TASK INSTRUCTIONS. Your task is to copy each line of the listing that contains the word "compass".

EXERCISE DATA.
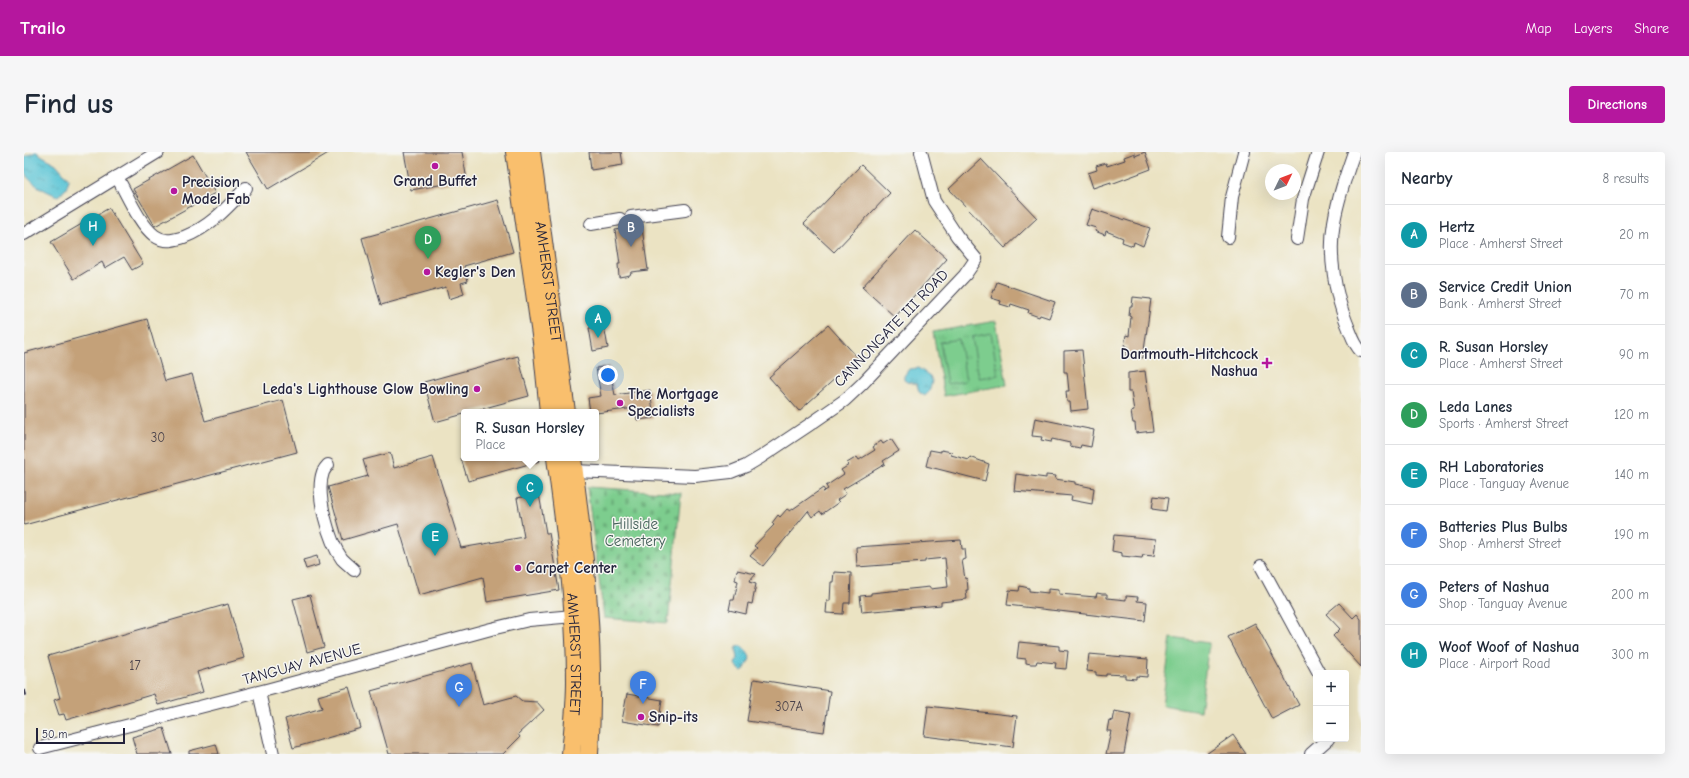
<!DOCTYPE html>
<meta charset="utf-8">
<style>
:root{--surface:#fff;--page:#f6f6f7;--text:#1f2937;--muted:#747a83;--line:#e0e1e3;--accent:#b5179e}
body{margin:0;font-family:"Comic Neue",sans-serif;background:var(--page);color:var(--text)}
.controls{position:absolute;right:12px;bottom:12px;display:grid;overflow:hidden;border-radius:4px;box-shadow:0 4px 16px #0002}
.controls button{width:36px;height:36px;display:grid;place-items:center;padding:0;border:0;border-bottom:1px solid var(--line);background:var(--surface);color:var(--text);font:20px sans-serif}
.compass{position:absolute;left:1241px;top:12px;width:36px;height:36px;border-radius:50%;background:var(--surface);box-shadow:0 4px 16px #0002;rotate:47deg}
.scale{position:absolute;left:12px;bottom:10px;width:89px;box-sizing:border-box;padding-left:4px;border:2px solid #22223b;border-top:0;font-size:11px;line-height:14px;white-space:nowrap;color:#22223b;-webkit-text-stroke:3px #f6f6f2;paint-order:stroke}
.you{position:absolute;left:584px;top:223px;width:14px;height:14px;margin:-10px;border:3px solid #fff;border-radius:50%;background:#1a73e8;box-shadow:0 0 0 6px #1a73e833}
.badge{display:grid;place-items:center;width:26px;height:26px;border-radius:50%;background:var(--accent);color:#fff;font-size:13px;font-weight:700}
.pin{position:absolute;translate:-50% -33px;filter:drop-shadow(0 1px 2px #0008)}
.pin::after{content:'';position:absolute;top:21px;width:14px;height:12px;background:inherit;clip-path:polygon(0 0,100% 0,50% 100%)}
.popup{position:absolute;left:437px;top:257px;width:138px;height:52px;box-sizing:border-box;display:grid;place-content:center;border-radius:4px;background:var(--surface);filter:drop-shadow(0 1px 3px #0005);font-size:13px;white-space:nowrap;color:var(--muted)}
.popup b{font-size:15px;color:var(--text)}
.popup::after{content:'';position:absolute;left:50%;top:100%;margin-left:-8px;border:8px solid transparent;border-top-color:var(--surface)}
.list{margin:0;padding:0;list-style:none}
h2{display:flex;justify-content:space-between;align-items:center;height:52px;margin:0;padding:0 16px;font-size:17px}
h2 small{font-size:13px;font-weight:400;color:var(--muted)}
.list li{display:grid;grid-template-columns:26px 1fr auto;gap:12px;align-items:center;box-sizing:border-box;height:60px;padding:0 16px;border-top:1px solid var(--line)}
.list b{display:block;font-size:15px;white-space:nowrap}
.list p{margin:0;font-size:13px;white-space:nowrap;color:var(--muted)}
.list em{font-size:13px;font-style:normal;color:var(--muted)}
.map{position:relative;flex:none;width:1337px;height:602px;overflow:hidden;border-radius:4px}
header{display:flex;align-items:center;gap:24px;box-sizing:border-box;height:56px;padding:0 20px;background:var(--accent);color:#fff}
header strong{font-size:19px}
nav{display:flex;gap:22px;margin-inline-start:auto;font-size:14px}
.intro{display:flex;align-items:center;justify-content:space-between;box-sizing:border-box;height:96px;padding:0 24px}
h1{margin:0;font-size:28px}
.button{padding:10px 18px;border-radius:4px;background:var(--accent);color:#fff;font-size:14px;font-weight:700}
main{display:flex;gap:24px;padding:0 24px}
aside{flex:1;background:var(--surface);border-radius:4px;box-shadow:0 4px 16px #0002}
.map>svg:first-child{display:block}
.cemetery{fill:url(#cemetery-stones);stroke:#507864}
.park{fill:url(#park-tufts);stroke:#507864}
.garden{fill:#7dcd8e;stroke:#507864}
.water{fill:url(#water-ripples);stroke:#3e7488}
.building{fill:#c4a179}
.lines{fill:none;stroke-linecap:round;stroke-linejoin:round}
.minor-casing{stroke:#403f4f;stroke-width:14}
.highway-casing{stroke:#403f4f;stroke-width:20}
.minor{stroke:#fff;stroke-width:12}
.highway{stroke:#f9bf6d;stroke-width:18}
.rail{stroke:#22223b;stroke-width:3;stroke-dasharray:6 3;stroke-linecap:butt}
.poi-dot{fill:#b5179e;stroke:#f6f6f2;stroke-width:1.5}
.labels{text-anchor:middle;stroke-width:3;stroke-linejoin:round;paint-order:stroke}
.number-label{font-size:13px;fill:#4a424a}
.poi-label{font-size:15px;font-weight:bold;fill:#22223b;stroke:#f6f6f2;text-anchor:start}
.street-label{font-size:15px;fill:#22223b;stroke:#f6f6f2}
.park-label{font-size:15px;fill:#425e58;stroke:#f6f6f2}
</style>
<header>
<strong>Trailo</strong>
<nav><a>Map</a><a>Layers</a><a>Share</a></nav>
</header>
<div class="intro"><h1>Find us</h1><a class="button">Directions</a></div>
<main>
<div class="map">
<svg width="1337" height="602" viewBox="0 0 1337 602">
<defs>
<pattern id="cemetery-stones" width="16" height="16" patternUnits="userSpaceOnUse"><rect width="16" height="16" fill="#7dcd8e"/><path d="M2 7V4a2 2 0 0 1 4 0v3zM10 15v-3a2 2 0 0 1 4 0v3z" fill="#6cb07b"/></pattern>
<pattern id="park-tufts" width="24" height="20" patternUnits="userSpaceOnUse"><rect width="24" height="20" fill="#7dcd8e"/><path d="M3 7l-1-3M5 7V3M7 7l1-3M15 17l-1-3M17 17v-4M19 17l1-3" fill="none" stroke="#6cb07b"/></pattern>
<pattern id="water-ripples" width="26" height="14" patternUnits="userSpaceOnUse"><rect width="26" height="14" fill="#5ac5d5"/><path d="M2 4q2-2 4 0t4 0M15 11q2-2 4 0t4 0" fill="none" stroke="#4aa0ae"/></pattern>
</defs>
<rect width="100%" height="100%" fill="#f6f6f2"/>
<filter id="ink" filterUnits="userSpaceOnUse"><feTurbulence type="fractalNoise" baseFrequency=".025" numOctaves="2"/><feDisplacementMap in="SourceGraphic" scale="8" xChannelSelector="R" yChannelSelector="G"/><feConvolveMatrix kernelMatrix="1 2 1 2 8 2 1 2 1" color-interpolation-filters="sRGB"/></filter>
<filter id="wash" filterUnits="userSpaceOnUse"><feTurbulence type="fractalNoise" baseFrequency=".012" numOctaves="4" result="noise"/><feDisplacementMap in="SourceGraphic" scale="16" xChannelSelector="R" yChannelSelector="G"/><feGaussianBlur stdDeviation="0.9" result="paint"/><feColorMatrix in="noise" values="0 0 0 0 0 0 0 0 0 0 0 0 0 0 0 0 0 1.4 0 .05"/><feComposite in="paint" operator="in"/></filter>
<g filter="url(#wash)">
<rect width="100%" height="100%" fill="#ebe3c3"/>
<!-- cemetery -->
<path class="cemetery" d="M563,335L657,341L644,471L580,466Z"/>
<!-- park -->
<path class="park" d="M972,169L983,233L920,244L909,180Z"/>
<!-- garden -->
<g class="garden">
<path d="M967,181L974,223L955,226L948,185Z"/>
<path d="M935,187L942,229L923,232L916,190Z"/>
<path d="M1147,486L1185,491L1176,559L1138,553Z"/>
</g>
<!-- water -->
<g class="water">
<path d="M12,0L32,12L45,27L42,37L34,44C23,40 2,30 0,18C0,14 0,9 0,5Z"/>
<path d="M894,216L906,224L908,229L905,240L901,244L895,240L893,232L883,230L880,228V224L885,217Z"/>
<path d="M714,494H717C721,496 728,503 725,509C724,511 722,513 721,515V517L717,519L711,512L714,506L712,497Z"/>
</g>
<g id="blocks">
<!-- building -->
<g class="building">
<path d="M222,0H306L244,37Z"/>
<path d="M380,0H438L443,28L387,38Z"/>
<path d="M565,0H597L599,13L567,18Z"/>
<path d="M1121,0L1127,17L1087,32V30L1069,36L1064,21L1073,18L1072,14L1082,11L1083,14L1101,8L1100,5L1111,1V4Z"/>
<path d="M169,3L191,41L131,74L109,37Z"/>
<path d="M957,7L1013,66L981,96L925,37Z"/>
<path d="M837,13L866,41L810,100L780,72Z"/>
<path d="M474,48L489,100L440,114L444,129L437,131L440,142L425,147L422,135L357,153L338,86Z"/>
<path d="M85,56L119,112L108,118L100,105L81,116L78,110L50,127L27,90Z"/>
<path d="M1068,57L1126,76L1119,94L1110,90L1109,94L1098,90L1099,86L1082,79L1081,83L1071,79L1072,76L1062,73Z"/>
<path d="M602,71L608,72L609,77L618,76L624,118L607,120L606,123L595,125L594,112H596L591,78L598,77L597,74Z"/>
<path d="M891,78L923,107L871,165L838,135Z"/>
<path d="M973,130L1031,150L1025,166L1016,163L1015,165L1004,161L1005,158L987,152L986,155L976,152L977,149L967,146Z"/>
<path d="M1109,145L1127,147L1119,206L1102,204L1103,194H1100L1102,183L1105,184L1107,165L1105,164L1106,154H1108Z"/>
<path d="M123,167L141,229L168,222L181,269L259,248L273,300L0,373V201Z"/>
<path d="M580,173L584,196L569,199L565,176Z"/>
<path d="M804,173L834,206L775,259L745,225Z"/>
<path d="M1058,198L1064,257L1047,259L1046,250H1043L1042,239H1045L1043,220H1040V199Z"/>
<path d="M494,204L505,244L446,260H440V262L411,270L400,230Z"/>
<path d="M585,214L591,243L626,238L630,266L613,268L611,256L572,261V260H566L564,246L577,244L572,216Z"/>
<path d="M1121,219L1129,279L1112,281L1111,271H1109L1108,266L1107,260L1110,259L1107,240H1104V221Z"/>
<path d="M1011,266L1070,278L1067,295L1057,293L1056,296L1046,294V291L1028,287L1027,290L1017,288L1018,285L1008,284Z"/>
<path d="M867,287L875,299L859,309L861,312L819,337L822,342L813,348L815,350L798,362L796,359L788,365L784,359L739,414L726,404L733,396L730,394L750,373L748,371L754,363L756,365L763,357L766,359L799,336L801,339L799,340L804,337L802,334L820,322L817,318L825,313L823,311L833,305L835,308L851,298L849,295L857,289L859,292Z"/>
<path d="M906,298L917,300V298L928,300L927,303L945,308L946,305L965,312L961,329L902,314Z"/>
<path d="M366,301L370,316L409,305L437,396L500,385L493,346L515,342L522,381H525L535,438L463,450L459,425L395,443L374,372L319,388L304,335L344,324L339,308Z"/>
<path d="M437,306H515L516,309L444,329Z"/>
<path d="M992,322L1022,326V323L1032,324L1031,327L1051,330V332L1070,336L1068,352L1047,348L1048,344L990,339Z"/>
<path d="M1130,344L1144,346L1142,359L1128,357Z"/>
<path d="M1090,383L1132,387L1130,404L1119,403L1118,406L1098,404V401L1088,399Z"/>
<path d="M937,388L938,397H941L942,407L938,408L941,427L943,426L944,438H942L943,447L917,450V453L838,460L836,444L847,443V441L906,435V437L924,435L921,406L901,408V410L833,415L832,395Z"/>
<path d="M293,404L295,413L282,417L279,408Z"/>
<path d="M713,418L732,422L725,430L732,432L728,452L724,451L722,462L705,458L707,448H710L714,429L711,428Z"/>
<path d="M810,420L827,421L826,451H820L819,462L802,461L803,449H806L807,430H809Z"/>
<path d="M996,434L1005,436V439L1024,441V437L1035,438V442L1072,445L1073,441L1078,442H1083V446L1102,448V444L1114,445L1113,449L1123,450L1121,469L983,453L985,438L995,439Z"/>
<path d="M286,443L300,495L283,500L269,447Z"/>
<path d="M1315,451L1329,466L1333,462L1337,467V515L1309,484L1316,477L1302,462Z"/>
<path d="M204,452L220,506L173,520L179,540L134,553L130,542L42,568L40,562L35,563L30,548L36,546L24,504Z"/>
<path d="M1231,471L1275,553L1248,567L1204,485Z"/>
<path d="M995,490L1035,494V498L1044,499L1042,517L1031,516L1032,511L1013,509L1012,512H1007L1002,511V507L993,506Z"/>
<path d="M1065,502L1124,507L1123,525L1112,524V527L1101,526V523L1082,522V524L1072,523V520L1063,519Z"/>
<path d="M448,511L459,553L492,544L498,549L513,550L520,558L494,582L496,585L479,602H365L347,539Z"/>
<path d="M730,527L806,539L800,580L723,569Z"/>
<path d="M325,535L337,576L269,596L261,567L298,556L294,544Z"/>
<path d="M603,542L638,548L634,575L598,569Z"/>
<path d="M904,554L993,564L989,595L900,584Z"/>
<path d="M1090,559L1107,562L1100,602H1082L1087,579H1083L1085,568L1088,569Z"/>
<path d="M140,576L148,602H113L108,585Z"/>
<path d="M1209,583L1222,602H1182Z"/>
<path d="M192,592L195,602H165V599Z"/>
</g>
</g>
</g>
<g filter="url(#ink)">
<use href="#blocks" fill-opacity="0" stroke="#403f4f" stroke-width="1"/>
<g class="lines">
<!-- minor casing -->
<g class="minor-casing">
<g id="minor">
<path d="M1330,0C1322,23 1314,46 1310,70C1304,103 1311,142 1323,172C1327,181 1330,193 1337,199"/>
<path d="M93,25C103,42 115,72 131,84C141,91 149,88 160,85C186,75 203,56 222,36"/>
<path d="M607,65L661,58"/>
<path d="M567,72L596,67"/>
<path d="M0,82L134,0"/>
<path d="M1204,85L1208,45L1220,0"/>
<path d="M1273,87L1279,47L1294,0"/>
<path d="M304,313C302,315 300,318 299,320C291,342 305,389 318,407C322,411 326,414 330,418"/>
<path d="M550,319L671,324L707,320L722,314L737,305L785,273L821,248L838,232L941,123L952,107L933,84L910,49L897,0"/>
<path d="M1237,414L1295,521"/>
<path d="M235,540L249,602"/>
<path d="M16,596L246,537L467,477L505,468L549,464"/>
<path d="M1287,602L1304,587"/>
</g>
</g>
<!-- highway casing -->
<g class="highway-casing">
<g id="highway">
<path d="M491,0L518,190L525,260"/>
<path id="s1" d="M507,0L542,260"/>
<path id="s2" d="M532,306C542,379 552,456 552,529C552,554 549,578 547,602"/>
<path d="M548,306C561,406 572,501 565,602"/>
</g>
</g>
<!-- minor -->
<use href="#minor" class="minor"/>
<!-- highway -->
<use href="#highway" class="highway"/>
<!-- rail -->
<path class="rail" d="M0,538L2,545"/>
</g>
</g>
<!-- markers -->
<g class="poi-dot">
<circle cx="411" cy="14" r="4"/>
<circle cx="150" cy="39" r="4"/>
<circle cx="403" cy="120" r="4"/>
<path d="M1241 205h4v4h4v4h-4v4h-4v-4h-4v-4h4z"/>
<circle cx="453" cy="237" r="4"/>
<circle cx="596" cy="251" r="4"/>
<circle cx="494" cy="416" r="4"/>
<circle cx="617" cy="565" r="4"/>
</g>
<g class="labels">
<!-- number labels -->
<g class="number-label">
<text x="134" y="290">30</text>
<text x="111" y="518">17</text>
<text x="765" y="559">307A</text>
</g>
<!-- poi labels -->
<g class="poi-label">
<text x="411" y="34" text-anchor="middle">Grand Buffet</text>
<text x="158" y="35">Precision<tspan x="158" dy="17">Model Fab</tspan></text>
<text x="411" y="125">Kegler's Den</text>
<text x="1234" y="207" text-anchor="end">Dartmouth-Hitchcock<tspan x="1234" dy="17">Nashua</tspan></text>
<text x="445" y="242" text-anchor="end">Leda's Lighthouse Glow Bowling</text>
<text x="604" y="247">The Mortgage<tspan x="604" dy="17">Specialists</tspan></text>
<text x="502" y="421">Carpet Center</text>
<text x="625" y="570">Snip-its</text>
</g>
<!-- street labels -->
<g class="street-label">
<text dy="5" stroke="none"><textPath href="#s1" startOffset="131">AMHERST STREET</textPath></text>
<text transform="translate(867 176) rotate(-46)" y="5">CANNONGATE III ROAD</text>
<text dy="5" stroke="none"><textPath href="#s2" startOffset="197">AMHERST STREET</textPath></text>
<text transform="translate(278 512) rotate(-15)" y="5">TANGUAY AVENUE</text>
</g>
<!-- park labels -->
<g class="park-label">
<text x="611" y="377">Hillside<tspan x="611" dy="17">Cemetery</tspan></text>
</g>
</g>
</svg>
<div class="controls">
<button>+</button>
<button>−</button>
</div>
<svg class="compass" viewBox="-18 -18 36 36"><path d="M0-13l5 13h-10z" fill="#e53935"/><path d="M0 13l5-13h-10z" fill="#747a83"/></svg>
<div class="scale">50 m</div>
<div class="you"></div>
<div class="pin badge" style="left:574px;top:186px;background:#0f9aa8">A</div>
<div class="pin badge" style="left:607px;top:95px;background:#5c6f8a">B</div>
<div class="pin badge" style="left:506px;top:355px;background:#0f9aa8">C</div>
<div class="popup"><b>R. Susan Horsley</b>Place</div>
<div class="pin badge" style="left:404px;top:107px;background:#2e9e5b">D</div>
<div class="pin badge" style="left:411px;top:404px;background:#0f9aa8">E</div>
<div class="pin badge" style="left:619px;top:552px;background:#3f7fe0">F</div>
<div class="pin badge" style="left:435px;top:555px;background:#3f7fe0">G</div>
<div class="pin badge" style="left:69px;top:94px;background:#0f9aa8">H</div>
</div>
<aside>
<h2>Nearby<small>8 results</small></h2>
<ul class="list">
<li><span class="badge" style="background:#0f9aa8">A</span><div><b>Hertz</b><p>Place · Amherst Street</p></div><em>20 m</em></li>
<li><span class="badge" style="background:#5c6f8a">B</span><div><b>Service Credit Union</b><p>Bank · Amherst Street</p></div><em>70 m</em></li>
<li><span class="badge" style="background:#0f9aa8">C</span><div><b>R. Susan Horsley</b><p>Place · Amherst Street</p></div><em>90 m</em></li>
<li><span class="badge" style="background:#2e9e5b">D</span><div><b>Leda Lanes</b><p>Sports · Amherst Street</p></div><em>120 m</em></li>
<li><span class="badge" style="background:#0f9aa8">E</span><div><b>RH Laboratories</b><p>Place · Tanguay Avenue</p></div><em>140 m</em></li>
<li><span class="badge" style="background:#3f7fe0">F</span><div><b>Batteries Plus Bulbs</b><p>Shop · Amherst Street</p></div><em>190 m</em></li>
<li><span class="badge" style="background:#3f7fe0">G</span><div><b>Peters of Nashua</b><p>Shop · Tanguay Avenue</p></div><em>200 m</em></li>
<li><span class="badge" style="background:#0f9aa8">H</span><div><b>Woof Woof of Nashua</b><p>Place · Airport Road</p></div><em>300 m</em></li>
</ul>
</aside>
</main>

FINISHED TASK.
.compass{position:absolute;left:1241px;top:12px;width:36px;height:36px;border-radius:50%;background:var(--surface);box-shadow:0 4px 16px #0002;rotate:47deg}
<svg class="compass" viewBox="-18 -18 36 36"><path d="M0-13l5 13h-10z" fill="#e53935"/><path d="M0 13l5-13h-10z" fill="#747a83"/></svg>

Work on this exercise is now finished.